Data for this exercise:
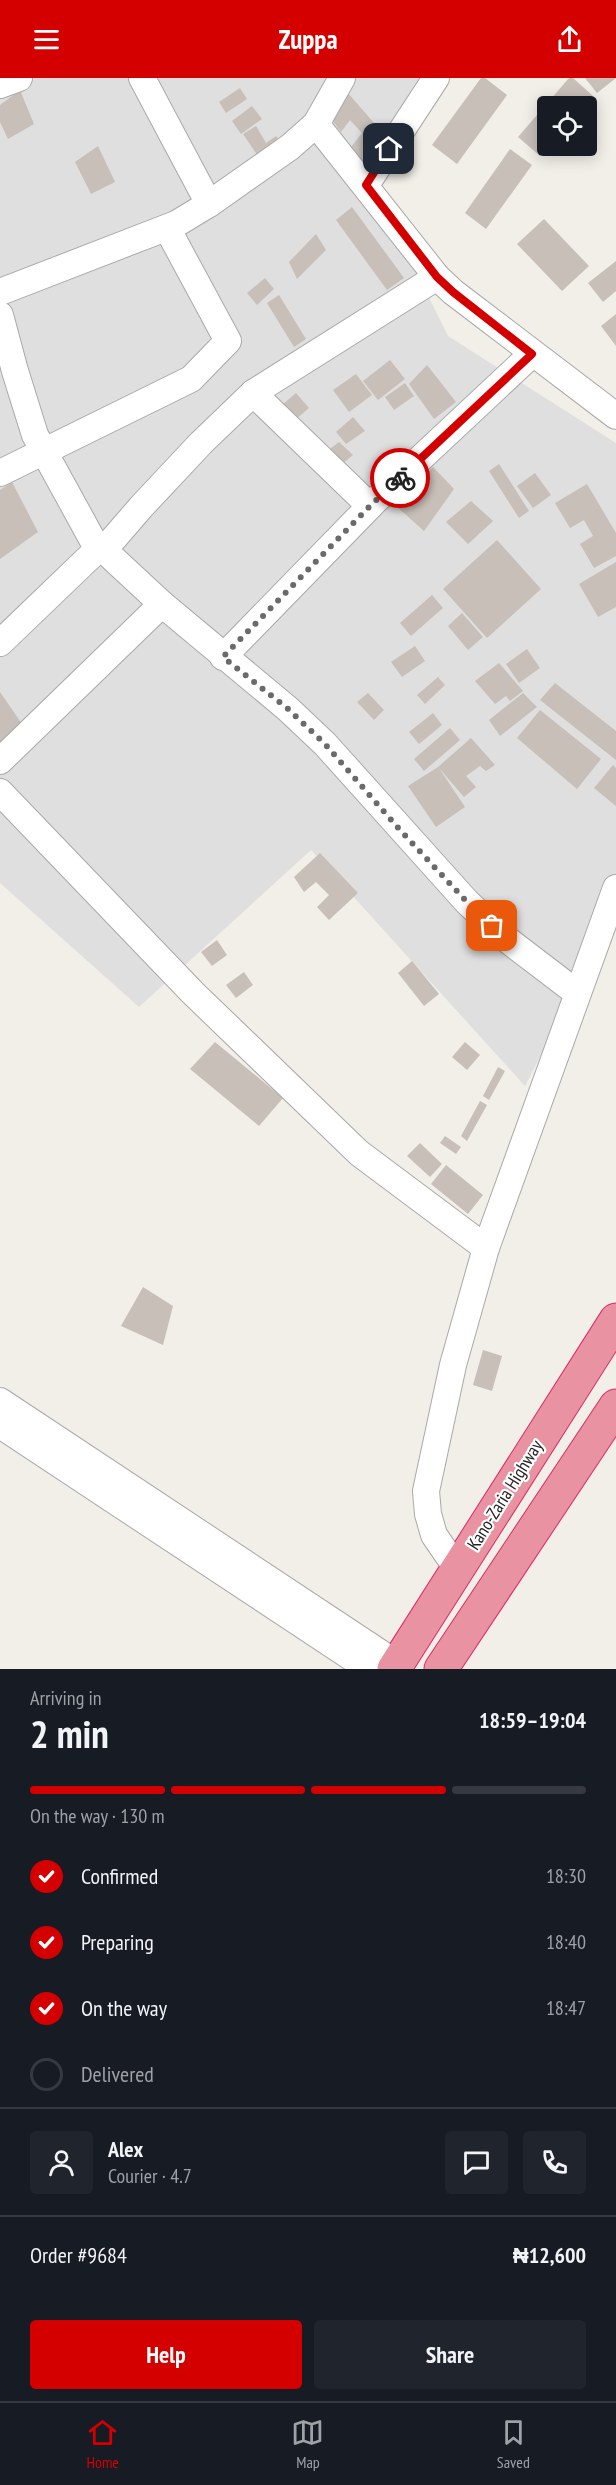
<!DOCTYPE html>
<meta charset="utf-8">
<style>
:root{--surface:#171b24;--page:#20242c;--text:#f1f3f6;--muted:#9ea1a6;--line:#363941;--accent:#d40000}
body{margin:0;font-family:"PT Sans Narrow",sans-serif;background:var(--page);color:var(--text);height:100vh;display:flex;flex-direction:column;font-size:22px;white-space:nowrap}
*{box-sizing:border-box;margin:0}
p{font-size:20px;color:var(--muted)}
.icon{flex:none;width:33px;height:33px;fill:none;stroke:currentColor;stroke-width:2;stroke-linecap:round;stroke-linejoin:round}
.map{position:relative;height:1591px;overflow:hidden}
.sheet{display:flex;flex-direction:column;background:var(--surface);flex:1}
.sheet>*{flex:none}
.controls{position:absolute;left:537px;top:18px;display:grid;gap:12px}
.controls a{display:grid;place-items:center;width:60px;height:60px;border-radius:6px;background:var(--surface);box-shadow:0 3px 15px #0003;font-size:30px}
.pin{position:absolute;display:grid;place-items:center;width:51px;height:51px;color:#fff;margin:-26px;border-radius:12px;box-shadow:0 3px 9px #0006}
.courier{position:absolute;display:grid;place-items:center;width:60px;height:60px;margin:-30px;border:4px solid #d40000;border-radius:50%;background:#fff;color:#222;box-shadow:0 2px 8px #0007}
.head em{font-style:normal;font-weight:600}
.head div{display:flex;flex-direction:column-reverse}
.head{display:flex;align-items:center;justify-content:space-between;height:102px;padding:0 30px}
h1{font-size:39px;font-weight:600;line-height:45px}
.bar{display:grid;grid-template-columns:repeat(4,1fr);gap:9px 6px;align-content:center;height:72px;padding:0 30px}
.bar i{height:8px;border-radius:4px;background:var(--line)}
.bar .current{background:var(--accent)}
.bar p{grid-column:span 4}
.line{display:flex;align-items:center;gap:15px;padding:0 30px;border-top:2px solid var(--line)}
.line div{flex:1}
.round{display:grid;place-items:center;flex:none;width:63px;height:63px;border-radius:6px;background:var(--page)}
ol{padding:0 30px;list-style:none}
li{display:flex;align-items:center;gap:18px;height:66px}
li p{margin-inline-start:auto}
li .icon{padding:6px;border-radius:50%;background:var(--accent);color:#fff;stroke-width:4}
li:last-child{color:var(--muted)}
li i{width:33px;height:33px;border:3px solid var(--line);border-radius:50%}
.button{display:flex;gap:12px;margin-top:auto;padding:12px 30px}
.button a{flex:1;height:69px;border-radius:6px;background:var(--accent);color:#fff;font-size:24px;font-weight:600;line-height:69px;text-align:center}
.button a+a{background:var(--page);color:var(--text)}
header{display:flex;justify-content:space-between;align-items:center;height:78px;padding:0 30px;background:var(--accent);color:#fff;font-size:27px;font-weight:600}
.tab-bar{display:flex;justify-content:space-around;align-items:center;height:84px;border-top:2px solid var(--line);background:var(--surface);font-size:16px;color:var(--muted)}
.tab-bar a{display:grid;justify-items:center;gap:3px}
.tab-bar .current{color:var(--accent)}
.map>svg:first-child{display:block}
.residential{fill:#e0dfdf}
.building{fill:#c7bfb8}
.lines{fill:none;stroke-linecap:round;stroke-linejoin:round}
.minor-casing{stroke:#a9a9a9;stroke-width:28}
.highway-casing{stroke:#dc2a67;stroke-width:35}
.minor{stroke:#fff;stroke-width:26}
.highway{stroke:#e892a2;stroke-width:33}
.done{stroke:#6b6a68;stroke-width:6;stroke-dasharray:0 10.8}
.route{stroke:#d40000;stroke-width:8}
.labels{text-anchor:middle;stroke-width:4.5;stroke-linejoin:round;paint-order:stroke}
.street-label{font-size:18px;fill:#222;stroke:#fff}
</style>
<header><svg class="icon" aria-label="menu" viewBox="0 0 24 24"><path d="M4 6h16M4 12h16M4 18h16"/></svg>Zuppa<svg class="icon" aria-label="share" viewBox="0 0 24 24"><path d="M12 15V3M7 8l5-5 5 5M5 13v7h14v-7"/></svg></header>
<div class="map">
<svg width="616" height="1591" viewBox="0 0 616 1591">
<rect width="100%" height="100%" fill="#f2efe9"/>
<!-- residential -->
<polygon class="residential" points="0,0 447,0 376,112 448,258 616,365 616,831 525,1008 311,772 139,929 0,805"/>
<!-- building -->
<g class="building">
<polygon points="481,0 485,0 507,17 457,86 432,67"/>
<polygon points="569,0 573,0 593,18 583,28 548,28 548,68 550,68 540,78 518,59"/>
<polygon points="585,0 616,0 597,15"/>
<polygon points="240,10 247,21 226,35 219,24"/>
<polygon points="20,12 34,46 8,61 0,44 0,27"/>
<polygon points="347,14 374,45 365,53 367,56 376,48 383,56 364,85 351,69 362,55 350,42 341,54 330,39"/>
<polygon points="252,28 262,41 241,56 232,43"/>
<polygon points="256,48 266,65 276,58 283,68 262,84 243,56"/>
<polygon points="98,68 115,104 91,116 75,84"/>
<polygon points="510,71 532,87 486,151 465,135"/>
<polygon points="352,129 404,200 387,212 336,142"/>
<polygon points="544,141 589,188 562,213 517,166"/>
<polygon points="316,156 326,172 297,201 289,184"/>
<polygon points="616,183 616,213 603,224 588,205"/>
<polygon points="265,200 274,211 257,227 247,215"/>
<polygon points="279,217 306,261 294,269 267,225"/>
<polygon points="616,236 616,268 601,248"/>
<polygon points="390,282 405,301 378,322 363,303"/>
<polygon points="427,287 456,324 434,341 409,306"/>
<polygon points="356,296 372,317 349,334 333,312"/>
<polygon points="405,305 414,318 394,332 385,319"/>
<polygon points="296,315 309,330 288,348 275,333"/>
<polygon points="353,339 365,353 346,366 336,354"/>
<polygon points="339,364 353,377 336,391 322,377"/>
<polygon points="499,386 529,433 519,440 489,393"/>
<polygon points="433,389 454,411 424,453 396,428"/>
<polygon points="535,395 551,417 533,430 517,408"/>
<polygon points="12,404 38,454 0,481 0,412"/>
<polygon points="587,406 616,455 616,478 594,490 580,466 593,458 584,442 570,450 555,425"/>
<polygon points="471,423 493,443 468,466 446,444"/>
<polygon points="497,462 541,511 487,560 443,511"/>
<polygon points="616,484 616,529 598,539 579,506"/>
<polygon points="432,517 443,530 411,558 400,545"/>
<polygon points="462,535 483,559 468,572 448,548"/>
<polygon points="415,568 425,583 402,599 391,584"/>
<polygon points="527,571 540,590 519,605 506,586"/>
<polygon points="499,585 523,613 510,623 506,618 495,626 475,603"/>
<polygon points="438,599 445,607 425,626 417,617"/>
<polygon points="555,605 616,653 616,682 540,622"/>
<polygon points="0,614 22,646 0,668"/>
<polygon points="368,615 384,632 374,642 357,624"/>
<polygon points="523,615 537,629 500,658 489,642"/>
<polygon points="540,632 601,681 577,711 517,660"/>
<polygon points="433,635 442,647 419,666 409,654"/>
<polygon points="450,650 460,662 424,693 414,681"/>
<polygon points="471,660 495,687 486,693 480,688 466,698 476,709 464,719 439,690 465,729 436,749 408,708 438,689"/>
<polygon points="613,687 616,690 616,728 594,710"/>
<polygon points="320,775 358,815 329,842 317,829 329,817 316,804 304,814 294,799"/>
<polygon points="217,862 227,877 212,888 201,874"/>
<polygon points="412,883 439,916 424,928 398,895"/>
<polygon points="244,894 253,907 236,920 226,907"/>
<polygon points="215,964 283,1020 259,1048 190,991"/>
<polygon points="465,964 480,977 467,992 452,979"/>
<polygon points="498,989 505,993 489,1022 483,1018"/>
<polygon points="480,1023 487,1027 467,1063 461,1058"/>
<polygon points="445,1058 461,1069 456,1076 440,1065"/>
<polygon points="420,1065 442,1086 430,1099 407,1078"/>
<polygon points="446,1087 483,1117 468,1136 431,1106"/>
<polygon points="143,1209 173,1228 163,1267 121,1248"/>
<polygon points="483,1272 502,1278 492,1313 473,1307"/>
</g>
<g class="lines">
<defs>
<g id="minor">
<polyline points="142,0 209,126"/>
<polyline points="0,7 19,0"/>
<polyline points="316,46 437,199 453,214 616,338"/>
<polyline points="366,107 436,0"/>
<polyline points="0,214 176,146 209,126 290,69 316,46 342,0"/>
<polyline points="0,237 15,293 35,357 92,461 162,526 288,631 325,666 467,824 505,860 577,915"/>
<polyline points="253,315 370,428"/>
<polyline points="0,395 191,301 228,263 167,150"/>
<polyline points="103,473 141,429 201,365 253,315 437,199"/>
<polyline points="0,565 100,469"/>
<polyline points="223,579 376,422 532,276"/>
<polyline points="0,683 162,526"/>
<polyline points="0,714 193,915 359,1075 486,1170"/>
<polyline points="0,1323 397,1586"/>
<polyline points="0,1347 369,1591"/>
<polyline points="458,1492 434,1457 428,1436 426,1413 453,1287 486,1170 616,810"/>
</g>
<g id="highway">
<polyline points="394,1591 616,1242"/>
<polyline points="441,1591 616,1328"/>
</g>
</defs>
<!-- minor casing -->
<use href="#minor" class="minor-casing"/>
<!-- highway casing -->
<use href="#highway" class="highway-casing"/>
<!-- minor -->
<use href="#minor" class="minor"/>
<!-- highway -->
<use href="#highway" class="highway"/>
</g>
<g class="lines">
<!-- done -->
<polyline class="done" points="400,400 370,428 223,579 288,631 325,666 400,752 467,824 492,848"/>
<!-- route -->
<polyline class="route" points="389,71 366,107 437,199 453,214 532,276 400,400"/>
</g>
<g class="labels">
<!-- street labels -->
<g class="street-label">
<text transform="translate(505 1417) rotate(-58)" y="6">Kano-Zaria Highway</text>
</g>
</g>
</svg>
<div class="controls">
<a><svg class="icon" aria-label="locate" viewBox="0 0 24 24"><circle cx="12" cy="12" r="6"/><path d="M12 2v4M12 18v4M2 12h4M18 12h4"/></svg></a>
</div>
<div class="pin" style="left:492px;top:848px;background:#ea580c"><svg class="icon" aria-label="bag" viewBox="0 0 24 24"><path d="M5 8h14l-1 12H6zM9 8a3 3 0 0 1 6 0"/></svg></div>
<div class="pin" style="left:389px;top:71px;background:#1f2937"><svg class="icon" aria-label="home" viewBox="0 0 24 24"><path d="M3 11l9-7 9 7M6 9v11h12V9"/></svg></div>
<div class="courier" style="left:400px;top:400px"><svg class="icon" aria-label="bike" viewBox="0 0 24 24"><circle cx="6" cy="16" r="4"/><circle cx="18" cy="16" r="4"/><path d="M6 16l4-8h5l3 8M10 8l3 8H6M13 5h3"/></svg></div>
</div>
<section class="sheet">
<div class="head"><div><h1>2 min</h1><p>Arriving in</p></div><em>18:59–19:04</em></div>
<div class="bar"><i class="current"></i><i class="current"></i><i class="current"></i><i></i><p>On the way · 130 m</p></div>
<ol>
<li><svg class="icon" aria-label="check" viewBox="0 0 24 24"><path d="M5 12l5 5 9-10"/></svg>Confirmed<p>18:30</p></li>
<li><svg class="icon" aria-label="check" viewBox="0 0 24 24"><path d="M5 12l5 5 9-10"/></svg>Preparing<p>18:40</p></li>
<li><svg class="icon" aria-label="check" viewBox="0 0 24 24"><path d="M5 12l5 5 9-10"/></svg>On the way<p>18:47</p></li>
<li><i></i>Delivered</li>
</ol>
<div class="line" style="height:108px"><a class="round"><svg class="icon" aria-label="person" viewBox="0 0 24 24"><circle cx="12" cy="8" r="4"/><path d="M4 21q1-7 8-7t8 7"/></svg></a><div><b>Alex</b><p>Courier · 4.7</p></div><a class="round"><svg class="icon" aria-label="chat" viewBox="0 0 24 24"><path d="M4 5h16v11H9l-5 4z"/></svg></a><a class="round"><svg class="icon" aria-label="phone" viewBox="0 0 24 24"><path d="M5 4h4l2 5-3 2q2 4 5 5l2-3 5 2v4C11 20 4 13 5 4z"/></svg></a></div>
<div class="line" style="height:78px"><div>Order #9684</div><b>₦12,600</b></div>
<div class="button"><a>Help</a><a>Share</a></div>
</section>
<nav class="tab-bar">
<a class="current"><svg class="icon" aria-label="home" viewBox="0 0 24 24"><path d="M3 11l9-7 9 7M6 9v11h12V9"/></svg>Home</a>
<a><svg class="icon" aria-label="map" viewBox="0 0 24 24"><path d="M3 6l6-2 6 2 6-2v14l-6 2-6-2-6 2zM9 4v14M15 6v14"/></svg>Map</a>
<a><svg class="icon" aria-label="saved" viewBox="0 0 24 24"><path d="M7 4h10v16l-5-4-5 4z"/></svg>Saved</a>
</nav>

Task objective:
For this task, write out exactly the lines of the entries above, starting at the line with "485,0 507,17 457,86" and ending at the line with "374,45 365,53 367,56", both included, and no others.

Your solution:
<polygon points="481,0 485,0 507,17 457,86 432,67"/>
<polygon points="569,0 573,0 593,18 583,28 548,28 548,68 550,68 540,78 518,59"/>
<polygon points="585,0 616,0 597,15"/>
<polygon points="240,10 247,21 226,35 219,24"/>
<polygon points="20,12 34,46 8,61 0,44 0,27"/>
<polygon points="347,14 374,45 365,53 367,56 376,48 383,56 364,85 351,69 362,55 350,42 341,54 330,39"/>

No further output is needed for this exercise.